Ein Fall für Silvia Franz

Ein Grimm wurde geköpft!

Und ganz Hanau steht Kopf.

Während Silvia Franz einen Arbeitstag einspart, ihren Ex belästigt und dem abgetrennten Bronzeschädel samt der möglichen, siebzigjähren

Täterin auf den Fersen ist, verliert tatsächlich ein Jacob sein Leben. Zufall?

Oder das makabre Spiel eines einfallsreichen Mörders?

Die Antwort scheint zum Greifen nah, wären da nicht Silvias Mutter, drei Katzenschicksale und das wachsame Auge von Hanaus erprobtem Polizeihauptmeister …

Silvia Franz, chronisch verspätete Angestellte einer Frankfurter Versicherungsgesellschaft, verbringt einen Großteil ihrer Zeit notgedrungen in der S-Bahn zwischen Hanau und Wiesbaden.

Dabei stolpert die liebenswerte Chaotin gerne über die Leichen im Keller ihrer Mitmenschen, tappt in das nächste kriminalistische Fettnäpfchen und steht, ehe sie sich versieht, mitten im Kreis der Verdächtigen.

Vorwort

 

Ich heiße Silvia Franz, bin 32 Jahre alt und verspüre regelmäßig einen Heißhunger auf Vanillekipferl – unabhängig von der Jahreszeit. Dank meiner Mutter, die mir von klein auf vermittelte, dass ich nur durch ausnehmende Fähigkeiten im Leben weiterkommen kann, beherrsche ich das umfangreiche und variable Stimmrepertoire eines Höckerschwans, inklusive der mehrsilbigen Verteidigungs-Ächz-Laute gegenüber Fressfeinden. Im Laufe der Jahre musste ich allerdings feststellen, dass mich diese Fähigkeit im Alltagsleben nur bedingt weiterbringt.

Per Dauerauftrag spende ich 9 % meines Nettogehaltes an PETA, NABU und WWF, gehöre lt. Statistik zu den 65 % der Zungenroller und hatte, umgelegt auf die letzten fünf Jahre, 0,2-mal Sex.

Mein ganzer Stolz ist mein schwarzes FIAT 500-Cabrio aus 3. Hand, meine roten Lackpumps von Giuseppe Zanotti aus 2. Hand und Lenny, der Boomer-Mischling, aus der Hand der toten Wohlfarts Annie.

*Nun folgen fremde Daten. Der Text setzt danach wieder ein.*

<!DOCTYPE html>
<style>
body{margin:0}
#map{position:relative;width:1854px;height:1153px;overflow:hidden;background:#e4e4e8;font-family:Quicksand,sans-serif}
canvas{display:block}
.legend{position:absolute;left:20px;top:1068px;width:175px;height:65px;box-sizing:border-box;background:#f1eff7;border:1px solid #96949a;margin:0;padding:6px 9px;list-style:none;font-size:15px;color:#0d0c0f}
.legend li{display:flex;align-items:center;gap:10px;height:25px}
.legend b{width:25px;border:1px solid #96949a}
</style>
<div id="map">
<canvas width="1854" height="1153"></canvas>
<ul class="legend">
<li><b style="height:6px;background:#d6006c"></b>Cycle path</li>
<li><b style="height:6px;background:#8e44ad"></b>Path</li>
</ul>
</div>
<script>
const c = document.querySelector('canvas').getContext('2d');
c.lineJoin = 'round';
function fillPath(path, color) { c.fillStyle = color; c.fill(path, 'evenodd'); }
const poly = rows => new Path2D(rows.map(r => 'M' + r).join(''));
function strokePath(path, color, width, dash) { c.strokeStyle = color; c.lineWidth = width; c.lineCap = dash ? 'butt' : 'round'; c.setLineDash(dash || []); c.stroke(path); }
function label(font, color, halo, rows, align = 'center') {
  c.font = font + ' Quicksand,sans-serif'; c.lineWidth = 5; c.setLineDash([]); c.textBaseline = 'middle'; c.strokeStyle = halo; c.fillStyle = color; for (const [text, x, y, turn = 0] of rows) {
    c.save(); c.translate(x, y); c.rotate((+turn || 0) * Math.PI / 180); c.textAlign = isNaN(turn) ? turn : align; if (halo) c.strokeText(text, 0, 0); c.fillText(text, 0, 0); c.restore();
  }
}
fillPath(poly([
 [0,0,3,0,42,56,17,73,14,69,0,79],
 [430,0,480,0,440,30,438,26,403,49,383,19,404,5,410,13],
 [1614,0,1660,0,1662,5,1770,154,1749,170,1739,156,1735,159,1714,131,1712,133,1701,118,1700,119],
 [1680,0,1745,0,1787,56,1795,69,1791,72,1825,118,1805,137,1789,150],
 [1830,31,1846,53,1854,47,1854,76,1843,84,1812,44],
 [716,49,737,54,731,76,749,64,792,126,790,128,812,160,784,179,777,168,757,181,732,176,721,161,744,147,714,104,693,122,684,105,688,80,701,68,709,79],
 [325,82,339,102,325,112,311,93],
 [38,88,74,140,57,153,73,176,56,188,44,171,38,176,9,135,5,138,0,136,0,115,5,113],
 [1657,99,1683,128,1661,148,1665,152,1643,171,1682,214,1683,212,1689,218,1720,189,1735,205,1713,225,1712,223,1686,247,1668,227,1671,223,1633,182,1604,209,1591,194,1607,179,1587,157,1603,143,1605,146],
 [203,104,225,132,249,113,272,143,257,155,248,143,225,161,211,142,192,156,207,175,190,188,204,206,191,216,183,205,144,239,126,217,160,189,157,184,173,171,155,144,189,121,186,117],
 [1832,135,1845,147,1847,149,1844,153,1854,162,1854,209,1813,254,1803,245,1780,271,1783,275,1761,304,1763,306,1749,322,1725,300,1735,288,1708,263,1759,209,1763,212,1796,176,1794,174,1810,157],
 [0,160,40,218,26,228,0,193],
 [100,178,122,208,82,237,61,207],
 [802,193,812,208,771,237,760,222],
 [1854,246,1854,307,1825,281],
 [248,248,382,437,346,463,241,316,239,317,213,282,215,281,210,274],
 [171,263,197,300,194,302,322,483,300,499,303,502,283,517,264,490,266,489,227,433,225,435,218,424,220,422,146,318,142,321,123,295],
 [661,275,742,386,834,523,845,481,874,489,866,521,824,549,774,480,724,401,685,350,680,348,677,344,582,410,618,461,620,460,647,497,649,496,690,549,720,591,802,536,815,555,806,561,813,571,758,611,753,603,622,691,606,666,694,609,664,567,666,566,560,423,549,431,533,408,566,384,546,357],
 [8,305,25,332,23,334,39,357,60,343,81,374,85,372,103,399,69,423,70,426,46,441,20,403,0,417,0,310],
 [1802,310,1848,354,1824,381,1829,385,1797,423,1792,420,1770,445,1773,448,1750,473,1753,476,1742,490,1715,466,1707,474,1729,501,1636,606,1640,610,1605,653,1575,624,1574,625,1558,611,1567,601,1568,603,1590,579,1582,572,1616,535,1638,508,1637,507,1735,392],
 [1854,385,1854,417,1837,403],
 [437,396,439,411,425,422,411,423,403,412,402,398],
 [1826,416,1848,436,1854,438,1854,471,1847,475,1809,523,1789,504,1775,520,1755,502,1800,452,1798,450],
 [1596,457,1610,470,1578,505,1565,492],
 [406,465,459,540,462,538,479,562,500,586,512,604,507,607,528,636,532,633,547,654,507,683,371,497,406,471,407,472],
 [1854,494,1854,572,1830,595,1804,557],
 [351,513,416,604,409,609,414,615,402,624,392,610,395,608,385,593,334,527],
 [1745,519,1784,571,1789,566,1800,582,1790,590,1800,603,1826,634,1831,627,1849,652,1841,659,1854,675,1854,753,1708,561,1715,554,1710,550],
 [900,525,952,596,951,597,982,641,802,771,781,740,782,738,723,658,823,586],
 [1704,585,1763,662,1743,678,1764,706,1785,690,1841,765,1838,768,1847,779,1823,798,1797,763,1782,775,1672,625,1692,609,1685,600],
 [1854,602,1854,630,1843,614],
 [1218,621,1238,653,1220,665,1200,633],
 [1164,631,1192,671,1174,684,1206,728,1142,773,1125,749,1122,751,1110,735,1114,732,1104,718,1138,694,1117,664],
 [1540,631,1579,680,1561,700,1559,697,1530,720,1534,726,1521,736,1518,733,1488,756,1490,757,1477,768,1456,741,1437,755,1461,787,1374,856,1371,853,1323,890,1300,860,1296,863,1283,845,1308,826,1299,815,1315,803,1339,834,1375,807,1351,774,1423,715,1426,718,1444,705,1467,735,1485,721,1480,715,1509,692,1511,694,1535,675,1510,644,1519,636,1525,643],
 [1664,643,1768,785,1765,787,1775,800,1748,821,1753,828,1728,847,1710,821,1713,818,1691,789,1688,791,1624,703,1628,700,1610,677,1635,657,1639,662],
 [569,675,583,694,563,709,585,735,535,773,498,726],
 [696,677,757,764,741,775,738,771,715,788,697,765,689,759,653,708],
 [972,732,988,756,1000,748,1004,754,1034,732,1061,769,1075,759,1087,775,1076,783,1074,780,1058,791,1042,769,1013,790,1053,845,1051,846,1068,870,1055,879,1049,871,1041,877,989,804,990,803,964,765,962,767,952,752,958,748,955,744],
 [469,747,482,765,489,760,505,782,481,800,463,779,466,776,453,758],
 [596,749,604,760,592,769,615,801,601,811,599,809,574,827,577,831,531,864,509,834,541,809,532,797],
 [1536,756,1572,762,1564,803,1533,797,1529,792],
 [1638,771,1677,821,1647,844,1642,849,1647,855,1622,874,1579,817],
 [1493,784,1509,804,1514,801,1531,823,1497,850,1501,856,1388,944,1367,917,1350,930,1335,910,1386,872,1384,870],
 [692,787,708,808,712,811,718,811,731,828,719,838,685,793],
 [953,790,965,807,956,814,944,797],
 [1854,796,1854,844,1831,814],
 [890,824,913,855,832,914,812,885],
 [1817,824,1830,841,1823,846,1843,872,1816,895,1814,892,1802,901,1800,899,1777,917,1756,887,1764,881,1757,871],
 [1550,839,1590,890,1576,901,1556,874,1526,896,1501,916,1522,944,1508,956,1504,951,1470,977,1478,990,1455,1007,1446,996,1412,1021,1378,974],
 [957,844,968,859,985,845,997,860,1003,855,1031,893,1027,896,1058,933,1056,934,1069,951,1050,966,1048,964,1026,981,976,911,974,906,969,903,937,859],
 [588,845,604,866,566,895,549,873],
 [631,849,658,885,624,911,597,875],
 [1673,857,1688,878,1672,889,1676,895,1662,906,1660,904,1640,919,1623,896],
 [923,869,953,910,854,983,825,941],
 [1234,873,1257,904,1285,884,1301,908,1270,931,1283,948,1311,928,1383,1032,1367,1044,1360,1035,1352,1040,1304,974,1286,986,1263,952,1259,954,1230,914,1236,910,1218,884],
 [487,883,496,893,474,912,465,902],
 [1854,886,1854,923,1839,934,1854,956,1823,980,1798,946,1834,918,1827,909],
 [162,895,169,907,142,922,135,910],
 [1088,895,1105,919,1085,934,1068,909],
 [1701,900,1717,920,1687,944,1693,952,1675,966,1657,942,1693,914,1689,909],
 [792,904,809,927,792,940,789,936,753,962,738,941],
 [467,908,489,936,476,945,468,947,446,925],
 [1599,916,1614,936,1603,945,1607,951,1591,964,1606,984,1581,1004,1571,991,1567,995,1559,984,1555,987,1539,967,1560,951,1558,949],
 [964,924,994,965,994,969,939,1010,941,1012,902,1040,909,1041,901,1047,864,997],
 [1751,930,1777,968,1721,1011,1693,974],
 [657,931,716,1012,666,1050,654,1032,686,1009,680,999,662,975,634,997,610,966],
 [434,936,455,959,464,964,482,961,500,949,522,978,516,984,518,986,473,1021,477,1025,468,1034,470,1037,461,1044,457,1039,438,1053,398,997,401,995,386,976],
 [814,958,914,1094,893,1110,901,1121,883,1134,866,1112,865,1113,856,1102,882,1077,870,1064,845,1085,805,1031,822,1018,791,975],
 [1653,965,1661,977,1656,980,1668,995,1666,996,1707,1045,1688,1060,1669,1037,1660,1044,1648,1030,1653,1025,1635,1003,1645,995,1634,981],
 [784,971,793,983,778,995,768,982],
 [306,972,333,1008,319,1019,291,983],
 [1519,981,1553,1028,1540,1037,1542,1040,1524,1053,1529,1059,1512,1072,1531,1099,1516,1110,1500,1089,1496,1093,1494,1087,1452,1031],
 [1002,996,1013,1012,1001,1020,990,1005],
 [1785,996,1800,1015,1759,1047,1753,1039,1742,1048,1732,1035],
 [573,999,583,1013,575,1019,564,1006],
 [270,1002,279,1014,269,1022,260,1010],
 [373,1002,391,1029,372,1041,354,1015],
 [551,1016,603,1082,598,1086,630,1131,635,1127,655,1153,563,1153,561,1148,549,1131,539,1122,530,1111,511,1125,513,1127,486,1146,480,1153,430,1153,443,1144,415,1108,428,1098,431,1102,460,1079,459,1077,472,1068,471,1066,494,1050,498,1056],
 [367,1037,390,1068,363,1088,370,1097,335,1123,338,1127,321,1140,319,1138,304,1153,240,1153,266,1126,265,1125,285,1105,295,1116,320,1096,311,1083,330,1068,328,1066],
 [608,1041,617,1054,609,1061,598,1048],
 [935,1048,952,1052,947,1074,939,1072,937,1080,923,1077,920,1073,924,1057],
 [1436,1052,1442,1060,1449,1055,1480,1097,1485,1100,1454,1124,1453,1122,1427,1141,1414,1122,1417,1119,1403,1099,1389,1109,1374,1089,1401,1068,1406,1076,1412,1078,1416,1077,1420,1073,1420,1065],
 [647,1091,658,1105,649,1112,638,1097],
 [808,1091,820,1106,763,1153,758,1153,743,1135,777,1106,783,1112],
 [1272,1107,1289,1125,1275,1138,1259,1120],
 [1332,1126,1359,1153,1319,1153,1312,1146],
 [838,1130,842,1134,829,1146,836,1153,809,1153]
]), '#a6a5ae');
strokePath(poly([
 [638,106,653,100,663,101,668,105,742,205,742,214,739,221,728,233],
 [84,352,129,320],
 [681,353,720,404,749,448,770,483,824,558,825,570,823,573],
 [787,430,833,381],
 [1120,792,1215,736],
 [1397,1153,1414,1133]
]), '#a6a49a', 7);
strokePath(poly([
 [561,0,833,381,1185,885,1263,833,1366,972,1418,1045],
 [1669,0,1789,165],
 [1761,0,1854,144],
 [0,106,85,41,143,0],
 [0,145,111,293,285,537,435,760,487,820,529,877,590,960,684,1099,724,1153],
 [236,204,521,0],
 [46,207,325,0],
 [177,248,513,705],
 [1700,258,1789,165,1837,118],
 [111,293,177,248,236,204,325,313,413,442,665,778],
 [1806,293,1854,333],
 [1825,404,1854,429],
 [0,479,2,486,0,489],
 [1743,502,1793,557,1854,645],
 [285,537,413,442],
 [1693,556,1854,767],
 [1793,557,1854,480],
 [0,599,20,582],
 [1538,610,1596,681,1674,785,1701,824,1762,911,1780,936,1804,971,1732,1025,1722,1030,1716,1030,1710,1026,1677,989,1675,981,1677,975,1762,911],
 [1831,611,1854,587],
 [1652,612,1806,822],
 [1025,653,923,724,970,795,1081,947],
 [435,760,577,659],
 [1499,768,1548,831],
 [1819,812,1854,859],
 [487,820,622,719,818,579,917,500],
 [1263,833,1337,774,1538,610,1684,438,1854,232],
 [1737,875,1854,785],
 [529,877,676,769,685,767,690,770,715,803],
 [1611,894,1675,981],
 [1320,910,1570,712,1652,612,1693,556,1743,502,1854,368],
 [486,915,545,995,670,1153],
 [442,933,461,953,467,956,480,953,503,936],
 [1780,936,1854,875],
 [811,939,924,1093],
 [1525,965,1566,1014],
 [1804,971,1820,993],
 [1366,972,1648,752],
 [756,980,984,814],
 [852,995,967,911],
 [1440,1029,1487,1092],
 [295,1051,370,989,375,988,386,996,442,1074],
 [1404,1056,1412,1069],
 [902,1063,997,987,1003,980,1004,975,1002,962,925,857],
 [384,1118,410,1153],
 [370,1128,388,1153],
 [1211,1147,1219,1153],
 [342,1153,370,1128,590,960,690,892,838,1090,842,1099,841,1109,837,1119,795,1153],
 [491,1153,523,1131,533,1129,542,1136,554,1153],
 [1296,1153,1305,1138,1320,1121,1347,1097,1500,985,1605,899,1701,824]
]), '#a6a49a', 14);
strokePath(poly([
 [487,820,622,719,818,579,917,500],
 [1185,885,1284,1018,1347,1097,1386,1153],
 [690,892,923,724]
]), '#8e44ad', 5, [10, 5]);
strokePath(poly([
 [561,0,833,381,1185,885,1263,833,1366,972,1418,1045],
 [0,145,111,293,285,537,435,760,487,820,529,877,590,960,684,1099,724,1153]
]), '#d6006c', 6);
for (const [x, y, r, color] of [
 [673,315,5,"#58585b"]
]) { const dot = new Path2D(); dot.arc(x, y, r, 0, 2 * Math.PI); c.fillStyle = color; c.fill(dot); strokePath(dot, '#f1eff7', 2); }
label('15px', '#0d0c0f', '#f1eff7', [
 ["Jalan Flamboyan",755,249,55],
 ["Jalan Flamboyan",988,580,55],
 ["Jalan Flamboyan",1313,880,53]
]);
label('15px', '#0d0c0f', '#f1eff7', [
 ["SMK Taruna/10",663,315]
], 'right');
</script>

Ich finde, das sollten Sie wissen, bevor ich Ihnen von den Ereignissen berichte, die mein Talent der Vogelstimmenimitation erforderten, Lennys Beschützerinstinkte weckten und mich der Chance auf Erhöhung meines Sex-Quotienten erheblich näher brachten.

 

Ihre Silvia Franz

Prolog

 

Das Buch lag aufgeschlagen auf dem Couchtisch. Der alte Schinken stach aus dem Chaos hervor, wie ein Sterntaler zwischen Kippen, Schachteln und Dosenbier. Ein abgegriffenes, verranztes Stück zerfledderter Blätter, deren brauner Umschlag die Worte darauf am seidenen Faden zusammenhielt. Jemand hatte es wie Abfall in seinem Garten entsorgt. So, wie sein Leben es mit ihm getan hatte.

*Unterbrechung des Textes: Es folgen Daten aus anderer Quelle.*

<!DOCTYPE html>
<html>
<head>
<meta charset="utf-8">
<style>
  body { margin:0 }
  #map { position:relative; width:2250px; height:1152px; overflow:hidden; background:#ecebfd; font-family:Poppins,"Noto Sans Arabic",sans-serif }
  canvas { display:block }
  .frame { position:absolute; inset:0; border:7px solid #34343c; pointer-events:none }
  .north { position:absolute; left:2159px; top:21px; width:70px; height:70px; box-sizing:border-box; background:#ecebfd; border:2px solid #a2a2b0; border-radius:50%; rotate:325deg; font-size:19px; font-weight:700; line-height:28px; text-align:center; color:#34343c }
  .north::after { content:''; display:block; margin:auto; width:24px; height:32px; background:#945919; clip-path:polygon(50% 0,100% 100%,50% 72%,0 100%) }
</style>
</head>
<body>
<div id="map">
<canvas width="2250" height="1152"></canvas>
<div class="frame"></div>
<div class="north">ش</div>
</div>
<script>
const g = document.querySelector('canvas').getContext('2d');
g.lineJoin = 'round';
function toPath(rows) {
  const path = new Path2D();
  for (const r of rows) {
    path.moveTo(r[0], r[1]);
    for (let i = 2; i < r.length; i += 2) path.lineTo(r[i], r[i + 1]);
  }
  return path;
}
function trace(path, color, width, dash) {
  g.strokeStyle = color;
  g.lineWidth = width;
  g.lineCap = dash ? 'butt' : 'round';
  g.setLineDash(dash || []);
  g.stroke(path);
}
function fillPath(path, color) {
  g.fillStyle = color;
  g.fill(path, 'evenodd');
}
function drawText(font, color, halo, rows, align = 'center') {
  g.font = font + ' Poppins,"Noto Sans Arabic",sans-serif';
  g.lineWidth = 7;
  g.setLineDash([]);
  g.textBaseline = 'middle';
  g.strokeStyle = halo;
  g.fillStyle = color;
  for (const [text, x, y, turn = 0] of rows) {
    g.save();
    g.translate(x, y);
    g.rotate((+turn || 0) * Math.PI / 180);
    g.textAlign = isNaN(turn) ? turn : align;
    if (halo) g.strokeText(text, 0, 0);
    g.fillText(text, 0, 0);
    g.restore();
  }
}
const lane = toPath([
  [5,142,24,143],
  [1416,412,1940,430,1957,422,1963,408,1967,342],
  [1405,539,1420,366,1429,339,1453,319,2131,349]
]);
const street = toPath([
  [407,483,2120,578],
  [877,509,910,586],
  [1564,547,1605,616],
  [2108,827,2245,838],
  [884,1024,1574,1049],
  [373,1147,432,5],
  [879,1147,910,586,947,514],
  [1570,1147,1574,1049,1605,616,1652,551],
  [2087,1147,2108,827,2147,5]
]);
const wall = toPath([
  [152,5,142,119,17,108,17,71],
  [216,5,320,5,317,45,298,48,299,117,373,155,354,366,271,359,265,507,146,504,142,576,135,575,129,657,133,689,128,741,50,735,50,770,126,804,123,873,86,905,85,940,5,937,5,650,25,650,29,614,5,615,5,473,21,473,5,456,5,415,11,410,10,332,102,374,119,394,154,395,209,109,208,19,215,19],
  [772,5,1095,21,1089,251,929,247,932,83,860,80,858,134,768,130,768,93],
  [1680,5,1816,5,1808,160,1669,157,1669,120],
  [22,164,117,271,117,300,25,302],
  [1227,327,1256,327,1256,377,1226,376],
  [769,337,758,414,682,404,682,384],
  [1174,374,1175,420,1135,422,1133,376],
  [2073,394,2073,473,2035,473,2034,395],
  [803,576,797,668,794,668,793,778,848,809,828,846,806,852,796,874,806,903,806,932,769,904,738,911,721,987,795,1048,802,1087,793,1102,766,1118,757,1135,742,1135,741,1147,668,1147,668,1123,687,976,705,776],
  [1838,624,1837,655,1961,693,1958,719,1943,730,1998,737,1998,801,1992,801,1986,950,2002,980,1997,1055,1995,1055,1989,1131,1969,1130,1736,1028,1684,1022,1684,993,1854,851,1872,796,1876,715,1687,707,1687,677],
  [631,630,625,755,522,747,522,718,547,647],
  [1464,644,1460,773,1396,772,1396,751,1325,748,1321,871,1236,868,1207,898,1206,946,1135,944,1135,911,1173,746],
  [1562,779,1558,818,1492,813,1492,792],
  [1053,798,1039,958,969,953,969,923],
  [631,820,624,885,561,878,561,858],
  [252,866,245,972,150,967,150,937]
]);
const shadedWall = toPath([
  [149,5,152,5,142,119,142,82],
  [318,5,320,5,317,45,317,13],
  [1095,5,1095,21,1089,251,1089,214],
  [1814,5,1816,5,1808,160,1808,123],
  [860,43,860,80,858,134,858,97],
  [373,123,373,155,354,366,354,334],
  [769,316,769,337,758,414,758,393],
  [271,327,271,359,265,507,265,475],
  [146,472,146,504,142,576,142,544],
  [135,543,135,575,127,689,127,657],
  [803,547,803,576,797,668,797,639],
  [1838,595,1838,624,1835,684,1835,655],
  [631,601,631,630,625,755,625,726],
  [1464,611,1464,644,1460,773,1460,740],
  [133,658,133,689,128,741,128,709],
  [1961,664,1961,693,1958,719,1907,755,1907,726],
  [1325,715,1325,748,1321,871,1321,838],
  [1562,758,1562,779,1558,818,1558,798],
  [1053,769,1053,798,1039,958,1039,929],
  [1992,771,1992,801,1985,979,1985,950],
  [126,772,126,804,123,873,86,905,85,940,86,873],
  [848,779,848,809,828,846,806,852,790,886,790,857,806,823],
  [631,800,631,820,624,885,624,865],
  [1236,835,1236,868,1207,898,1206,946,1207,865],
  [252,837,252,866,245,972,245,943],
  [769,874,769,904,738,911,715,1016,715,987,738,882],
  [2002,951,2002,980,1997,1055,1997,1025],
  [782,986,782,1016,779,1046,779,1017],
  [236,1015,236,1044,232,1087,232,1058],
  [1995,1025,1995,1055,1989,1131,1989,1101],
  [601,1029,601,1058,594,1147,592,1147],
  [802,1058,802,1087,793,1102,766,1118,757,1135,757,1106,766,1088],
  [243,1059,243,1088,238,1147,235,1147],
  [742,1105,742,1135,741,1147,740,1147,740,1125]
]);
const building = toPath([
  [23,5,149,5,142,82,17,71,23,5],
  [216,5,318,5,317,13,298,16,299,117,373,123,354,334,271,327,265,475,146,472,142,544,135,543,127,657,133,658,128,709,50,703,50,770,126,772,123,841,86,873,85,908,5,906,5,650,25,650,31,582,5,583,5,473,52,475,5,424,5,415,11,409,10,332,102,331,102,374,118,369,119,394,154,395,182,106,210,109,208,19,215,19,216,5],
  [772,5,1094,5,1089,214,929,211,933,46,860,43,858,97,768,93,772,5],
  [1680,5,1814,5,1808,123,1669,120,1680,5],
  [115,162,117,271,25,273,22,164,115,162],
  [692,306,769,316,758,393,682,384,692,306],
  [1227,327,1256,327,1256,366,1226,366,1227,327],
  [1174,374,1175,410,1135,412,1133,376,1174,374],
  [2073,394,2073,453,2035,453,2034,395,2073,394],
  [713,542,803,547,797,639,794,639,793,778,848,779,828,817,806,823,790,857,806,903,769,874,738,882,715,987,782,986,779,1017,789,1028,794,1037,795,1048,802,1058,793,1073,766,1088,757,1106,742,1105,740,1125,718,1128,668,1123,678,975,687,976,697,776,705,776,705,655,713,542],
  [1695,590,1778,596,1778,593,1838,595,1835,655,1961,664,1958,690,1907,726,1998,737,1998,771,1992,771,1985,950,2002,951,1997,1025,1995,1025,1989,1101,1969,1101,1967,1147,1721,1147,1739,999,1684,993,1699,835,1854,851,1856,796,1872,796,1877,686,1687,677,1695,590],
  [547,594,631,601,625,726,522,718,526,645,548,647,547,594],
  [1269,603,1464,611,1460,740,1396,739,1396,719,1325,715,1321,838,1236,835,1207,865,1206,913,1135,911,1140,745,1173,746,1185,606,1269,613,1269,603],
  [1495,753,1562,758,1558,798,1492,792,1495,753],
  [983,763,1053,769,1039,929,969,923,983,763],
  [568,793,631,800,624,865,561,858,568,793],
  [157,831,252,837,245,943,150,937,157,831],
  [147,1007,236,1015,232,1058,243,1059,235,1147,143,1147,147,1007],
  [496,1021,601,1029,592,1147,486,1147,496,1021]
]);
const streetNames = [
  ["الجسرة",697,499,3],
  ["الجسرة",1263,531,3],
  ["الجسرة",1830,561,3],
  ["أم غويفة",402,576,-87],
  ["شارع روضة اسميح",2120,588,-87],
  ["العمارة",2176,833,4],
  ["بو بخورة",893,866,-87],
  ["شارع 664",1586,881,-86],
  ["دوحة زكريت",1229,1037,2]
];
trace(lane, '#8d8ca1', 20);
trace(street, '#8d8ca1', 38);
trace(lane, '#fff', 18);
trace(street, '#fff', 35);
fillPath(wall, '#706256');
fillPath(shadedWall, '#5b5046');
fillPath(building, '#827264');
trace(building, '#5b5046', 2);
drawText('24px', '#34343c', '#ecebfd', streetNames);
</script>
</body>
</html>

Die linke Seite war durch einen Knick markiert. Tiefschwarze Buchstaben glotzen ihn von dem vergilbten Papier heraus an. Sie hatten schon beim ersten Lesen Sinn ergeben. Aber heute, an diesem verfluchten Tag, wurden sie zu soviel mehr. Als sein Finger über die Seite fuhr und er die raue Beschaffenheit des Blattes erspürte, begriff er, dass es ein Schicksal gab. Eine Bestimmung, selbst für einen Verlierer wie ihn.

Bevor er seine Aufgabe annahm, zog er noch mal an der Kippe, sog ihren Rauch tief in sich hinein. Dann drückte er den Stummel an der eingedellten Bierdose aus und las das Ganze, nur um sicher zu gehen, noch mal von vorn …

 

… Als der Kopf fiel, geschah etwas Unerwartetes.

Auf den dumpfen Schlag des Aufpralls, der in jedwedem Traum eines jeden alles hätte bedeuten können, schlug ein einzelner

Kläffer an.

Dem hielt ein zweiter entgegen. Und als sich die Scheibe des Mondes hinter den schwarzen Wolken hervorschob und das weiße Licht des Trabanten auf das Stück Bronze fiel, da stimmten mit einem Mal alle Hunde ringsum in das aufgebrachte Bellen mit ein, bis sie sich in einem schaurigen Jaulen vereinten.

Die Hand des Menschen zitterte.

Blutig von der Tat, erschüttert von den unübersehbaren Zeichen, die auf das Unrecht folgten.

Doch dann setzte der Regen ein. Und spülte nicht nur das Blut fort. Die Hand fand wieder Kraft und der Mensch seinen

Glauben. So musste es eben sein. Die Rache des Einzelnen brachte letztendlich für alle Gerechtigkeit.

Kurz darauf verschluckten die Wolken den Mond.

Und die Hunde verstummten.

Zurück blieb das Fragment aus Bronze.

Der Mensch aber stahl sich in der Dunkelheit fort …

 

Er nickte. Er wusste genau, was zu tun war, stand auf und folgte seiner Bestimmung.